Task item –
What lines of the data below include the word "compass"? Report them by copying each.
═══ Given data
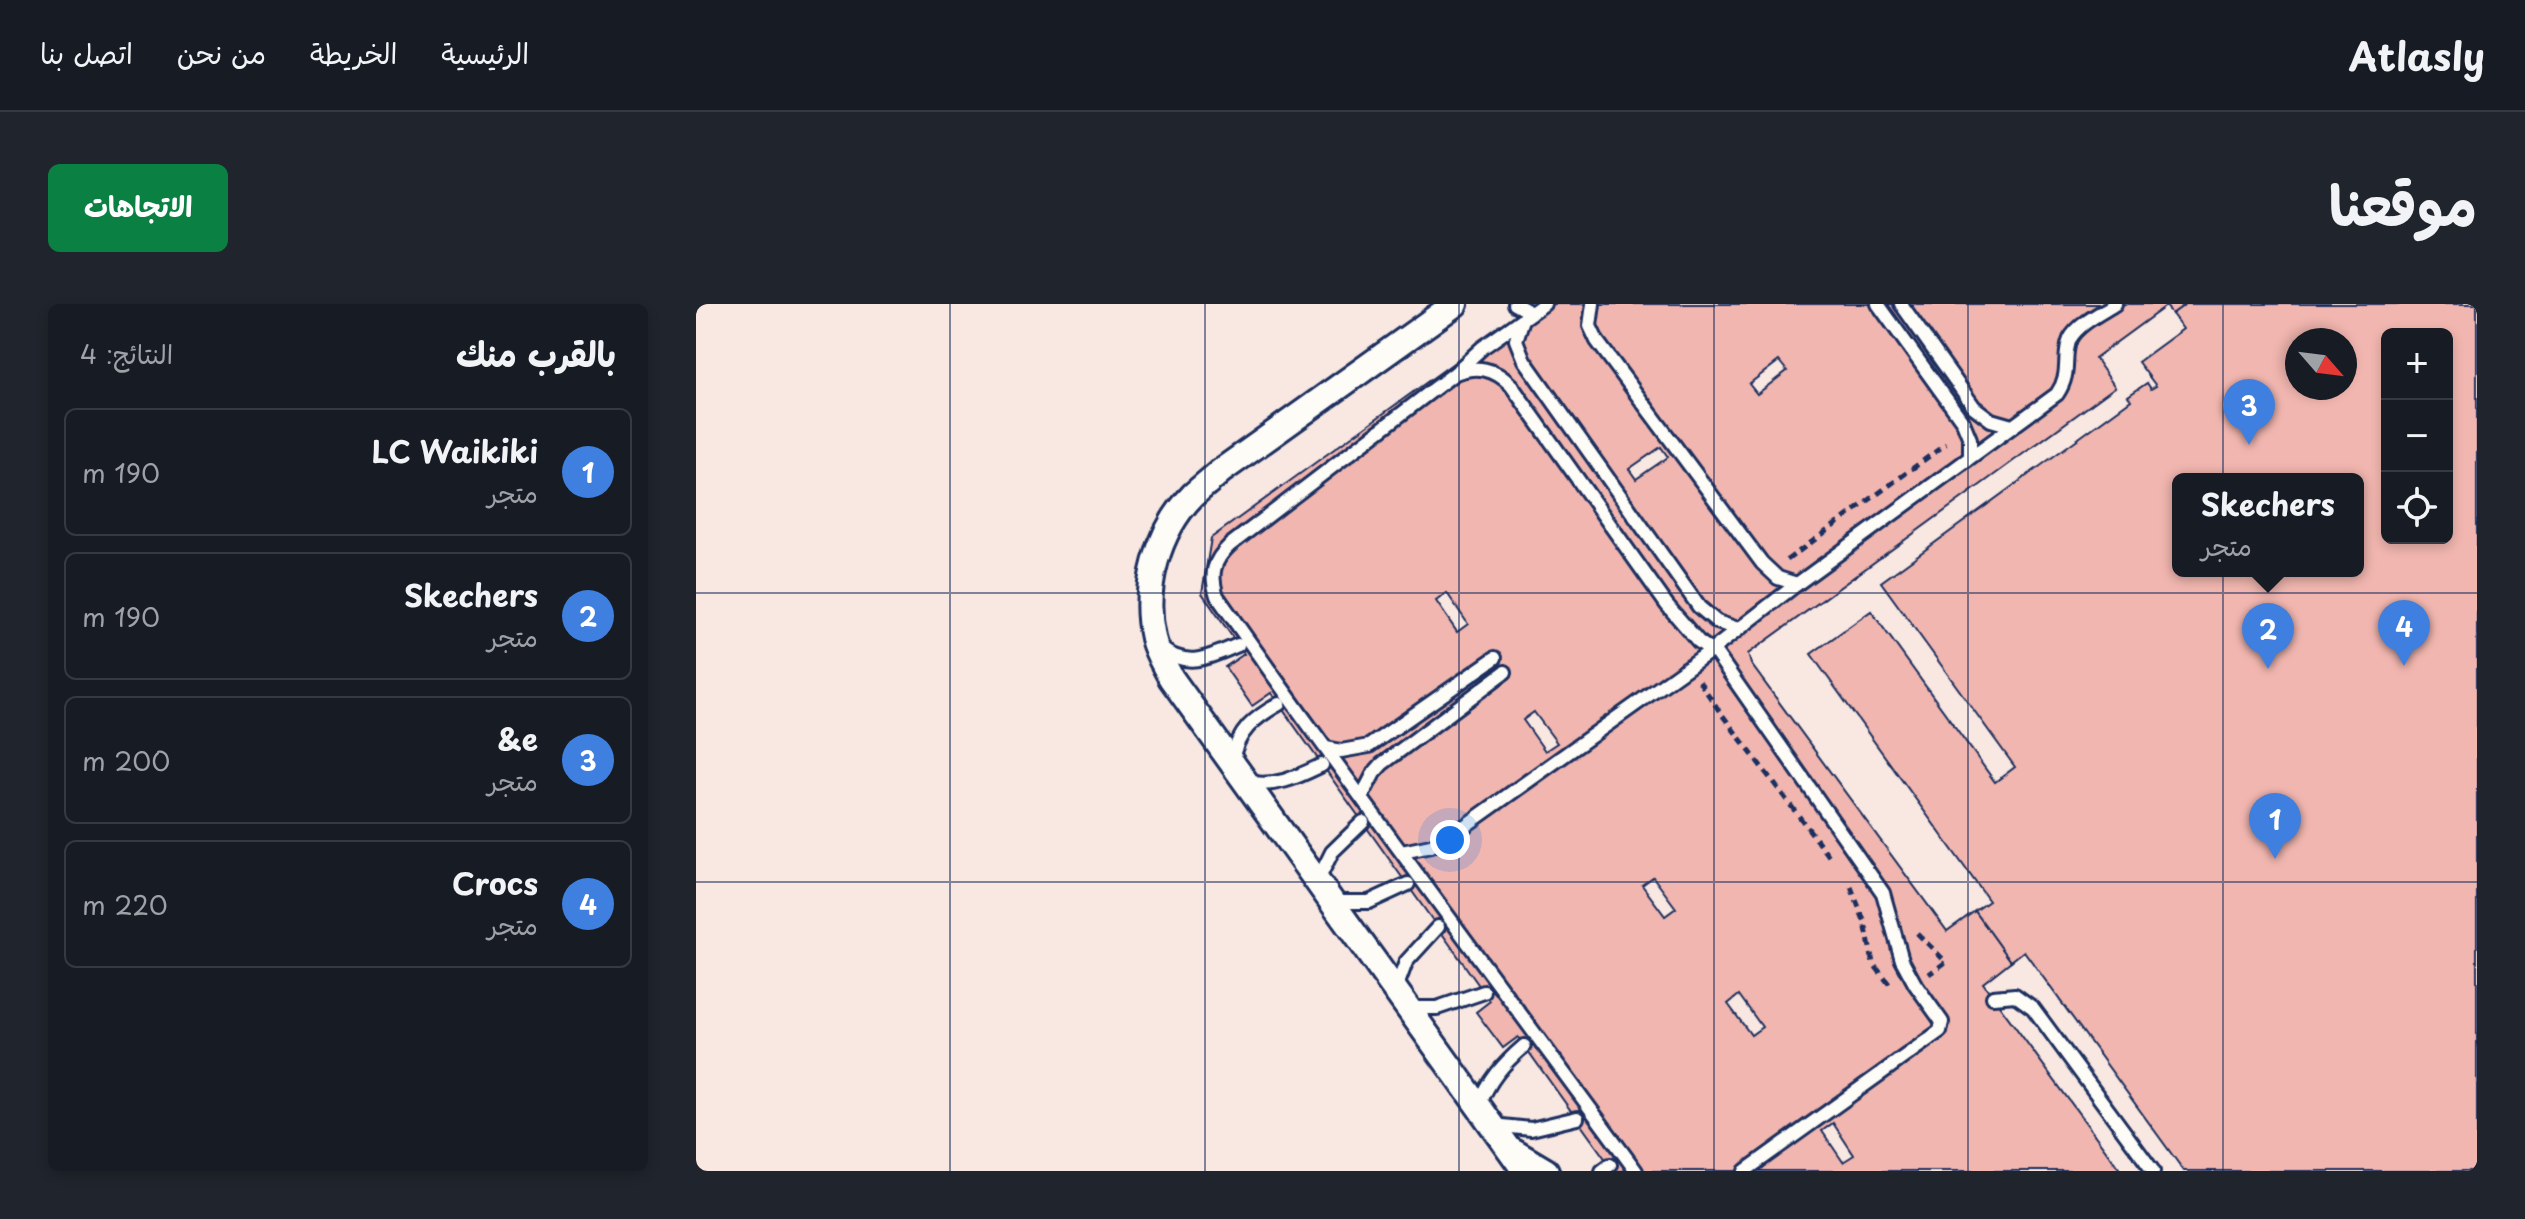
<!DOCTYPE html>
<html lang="ar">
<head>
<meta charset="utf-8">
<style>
  body { margin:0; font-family:"Playpen Sans","Playpen Sans Arabic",sans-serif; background:#20242c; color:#f1f3f6; direction:rtl }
  .controls { position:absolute; right:24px; top:24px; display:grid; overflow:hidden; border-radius:12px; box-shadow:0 4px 12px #0003 }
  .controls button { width:72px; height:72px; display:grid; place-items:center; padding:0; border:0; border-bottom:2px solid #363941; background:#171b24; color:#f1f3f6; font:40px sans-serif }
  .compass { position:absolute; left:1589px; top:24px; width:72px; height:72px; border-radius:50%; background:#171b24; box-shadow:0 4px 12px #0003; rotate:118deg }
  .you { position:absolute; left:754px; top:536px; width:28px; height:28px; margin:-20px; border:6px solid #fff; border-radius:50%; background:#1a73e8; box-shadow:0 0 0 12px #1a73e833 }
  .badge { display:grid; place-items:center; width:52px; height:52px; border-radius:50%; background:#0b8043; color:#fff; font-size:26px; font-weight:700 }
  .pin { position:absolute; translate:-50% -66px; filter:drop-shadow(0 2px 4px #0008) }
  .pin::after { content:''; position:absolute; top:42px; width:28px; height:24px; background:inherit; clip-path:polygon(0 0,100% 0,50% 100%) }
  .popup { position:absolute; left:1476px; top:169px; width:192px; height:104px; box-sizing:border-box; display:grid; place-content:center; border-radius:12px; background:#171b24; filter:drop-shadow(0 2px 6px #0005); font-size:26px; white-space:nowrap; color:#9ea1a6 }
  .popup b { font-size:30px; color:#f1f3f6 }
  .popup::after { content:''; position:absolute; left:50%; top:100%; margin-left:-16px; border:16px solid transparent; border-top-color:#171b24 }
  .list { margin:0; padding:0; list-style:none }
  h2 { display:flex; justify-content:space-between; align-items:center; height:104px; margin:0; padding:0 32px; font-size:34px }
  h2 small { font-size:26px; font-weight:400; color:#9ea1a6 }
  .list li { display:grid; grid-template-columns:52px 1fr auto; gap:24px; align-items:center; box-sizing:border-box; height:128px; margin:0 16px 16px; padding:0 16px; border:2px solid #363941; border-radius:12px }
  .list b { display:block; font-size:30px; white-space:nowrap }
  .list p { margin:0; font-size:26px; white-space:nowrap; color:#9ea1a6 }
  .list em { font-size:26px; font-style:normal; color:#9ea1a6 }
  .icon { flex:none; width:44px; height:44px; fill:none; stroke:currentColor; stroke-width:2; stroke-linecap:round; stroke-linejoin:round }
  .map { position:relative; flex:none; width:1781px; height:867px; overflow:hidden; direction:ltr; border-radius:12px }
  header { display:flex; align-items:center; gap:48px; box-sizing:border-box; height:112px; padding:0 40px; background:#171b24; border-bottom:2px solid #363941 }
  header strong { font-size:38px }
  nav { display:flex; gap:44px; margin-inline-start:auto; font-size:28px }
  .intro { display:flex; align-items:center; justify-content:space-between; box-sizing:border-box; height:192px; padding:0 48px }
  h1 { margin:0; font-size:56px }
  .button { padding:20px 36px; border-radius:12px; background:#0b8043; color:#fff; font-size:28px; font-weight:700 }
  main { display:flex; gap:48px; padding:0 48px }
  aside { flex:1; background:#171b24; border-radius:12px; box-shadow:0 4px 12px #0003 }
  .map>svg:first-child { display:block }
</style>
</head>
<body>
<header>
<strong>Atlasly</strong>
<nav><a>الرئيسية</a><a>الخريطة</a><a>من نحن</a><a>اتصل بنا</a></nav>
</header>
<div class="intro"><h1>موقعنا</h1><a class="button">الاتجاهات</a></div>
<main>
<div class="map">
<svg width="1781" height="867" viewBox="0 0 1781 867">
  <rect width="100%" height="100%" fill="#f9e7e1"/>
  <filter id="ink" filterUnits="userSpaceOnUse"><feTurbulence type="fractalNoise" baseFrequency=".0125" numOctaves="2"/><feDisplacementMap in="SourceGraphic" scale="16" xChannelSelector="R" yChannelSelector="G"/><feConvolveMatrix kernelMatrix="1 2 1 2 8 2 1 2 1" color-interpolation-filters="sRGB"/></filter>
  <g filter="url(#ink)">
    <!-- building -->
    <g fill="#f1b6af" stroke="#1b2f5e" stroke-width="2" fill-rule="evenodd">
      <path d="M839,0H1490L1476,10L1470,2L1399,54L1419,83L1052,350L1055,360L1251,627L1279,607L1315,657L1287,679L1425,867H918L822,733L807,744L780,708L794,697L575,389L556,402L529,363L548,350L506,289L515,234ZM1083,57L1091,67L1061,90L1053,80ZM965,143L972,153L940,175L933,165ZM751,289L772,320L761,328L740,297ZM838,408L861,439L849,447L827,416ZM957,573L980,604L969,612L946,581ZM1043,691L1066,723L1055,731L1032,700ZM1137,819L1158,851L1147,858L1126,827Z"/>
      <path d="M1490,0H1781V867H1488L1328,647L1315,657L1279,607L1293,597L1115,350L1175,307L1299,478L1319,463L1185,278L1435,96L1432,92L1451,79L1455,85L1460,82L1442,58L1487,25L1476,10ZM1691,30H1751V234H1691ZM1601,36H1649V84H1601ZM1482,175H1662V267H1482Z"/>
    </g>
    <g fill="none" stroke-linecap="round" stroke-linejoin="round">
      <!-- lane casing -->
      <g stroke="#1b2f5e" stroke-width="18">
        <g id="lane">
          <polyline points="819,0 830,6"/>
          <polyline points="897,0 894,22 901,37 1066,259 1082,274 1101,280"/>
          <polyline points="1182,0 1267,118 1274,135 1274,153"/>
          <polyline points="1205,0 1278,103 1295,116 1316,122"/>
          <polyline points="827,15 820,36 828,56 1003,303 1021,318 1042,325"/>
          <polyline points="762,66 786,44 848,0"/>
          <path d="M466,345C492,365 514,353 542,341"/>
          <polyline points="630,444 645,447 673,442 799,354"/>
          <path d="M536,456C542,427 558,414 583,400"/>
          <path d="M551,478C580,484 601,473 626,461"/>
          <polyline points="666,492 678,469 686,460 809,368"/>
          <path d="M706,548L735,542L762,527L1016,346L1101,280L1361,90C1376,68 1366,54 1374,35C1382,20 1405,9 1419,0"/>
          <polyline points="622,576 636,548 667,518"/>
          <polyline points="637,598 673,598 712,580"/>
          <polyline points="700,685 710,658 742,623"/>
          <polyline points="1297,693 1319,691 1337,704 1457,867"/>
          <polyline points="712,704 741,704 788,688"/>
          <path d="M783,802C793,776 807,760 828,742"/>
          <polyline points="797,821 835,825 881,814"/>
          <polyline points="906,867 914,861"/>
          <path d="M940,867C800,676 657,486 521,292C514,270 517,257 534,241L759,69C781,61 798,64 815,81L971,301L1002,337L1021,351L1187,589L1206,656L1219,680L1246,718L1244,727L1049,867"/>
        </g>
      </g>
      <!-- street casing -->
      <g stroke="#1b2f5e" stroke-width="30">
        <g id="street">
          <path d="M759,0L525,167C516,175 506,183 497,191C461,228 446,285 457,334C460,348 469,362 475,374L829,867"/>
          <polyline points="818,848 850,867"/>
        </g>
      </g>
      <!-- path -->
      <g stroke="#1b2f5e" stroke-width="5" stroke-dasharray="8 6" stroke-linecap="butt">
        <polyline points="1091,256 1250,140"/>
        <polyline points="1003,377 1024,408 1133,552"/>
        <polyline points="1155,583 1169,619 1177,659 1193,680"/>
        <polyline points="1221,629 1250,658 1233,670"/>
      </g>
      <!-- lane -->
      <use href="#lane" stroke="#fdfcf7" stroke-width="12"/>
      <!-- street -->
      <use href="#street" stroke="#fdfcf7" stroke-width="24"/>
    </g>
  </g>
  <!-- grid -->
  <path fill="none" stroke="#1b2f5e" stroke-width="2" stroke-opacity="0.55" d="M254,0V867M509,0V867M763,0V867M1018,0V867M1272,0V867M1527,0V867M0,289H1781M0,578H1781"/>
</svg>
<div class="controls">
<button>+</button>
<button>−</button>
<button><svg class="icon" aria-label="locate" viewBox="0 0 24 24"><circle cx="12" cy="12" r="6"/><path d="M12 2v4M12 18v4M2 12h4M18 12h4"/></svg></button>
</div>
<svg class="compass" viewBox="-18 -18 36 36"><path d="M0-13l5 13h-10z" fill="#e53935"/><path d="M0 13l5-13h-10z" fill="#9ea1a6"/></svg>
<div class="you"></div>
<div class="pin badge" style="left:1579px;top:555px;background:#3f7fe0">1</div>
<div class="pin badge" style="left:1572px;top:365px;background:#3f7fe0">2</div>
<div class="popup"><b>Skechers</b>متجر</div>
<div class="pin badge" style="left:1553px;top:141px;background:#3f7fe0">3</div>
<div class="pin badge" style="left:1708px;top:362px;background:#3f7fe0">4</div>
</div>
<aside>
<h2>بالقرب منك<small>النتائج: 4</small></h2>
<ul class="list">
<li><span class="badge" style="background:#3f7fe0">1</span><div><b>LC Waikiki</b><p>متجر</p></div><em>190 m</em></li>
<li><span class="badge" style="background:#3f7fe0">2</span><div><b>Skechers</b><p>متجر</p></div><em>190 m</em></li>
<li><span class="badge" style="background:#3f7fe0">3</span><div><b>e&amp;</b><p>متجر</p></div><em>200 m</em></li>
<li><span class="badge" style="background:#3f7fe0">4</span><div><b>Crocs</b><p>متجر</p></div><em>220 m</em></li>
</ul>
</aside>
</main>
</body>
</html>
══════
Response –
  .compass { position:absolute; left:1589px; top:24px; width:72px; height:72px; border-radius:50%; background:#171b24; box-shadow:0 4px 12px #0003; rotate:118deg }
<svg class="compass" viewBox="-18 -18 36 36"><path d="M0-13l5 13h-10z" fill="#e53935"/><path d="M0 13l5-13h-10z" fill="#9ea1a6"/></svg>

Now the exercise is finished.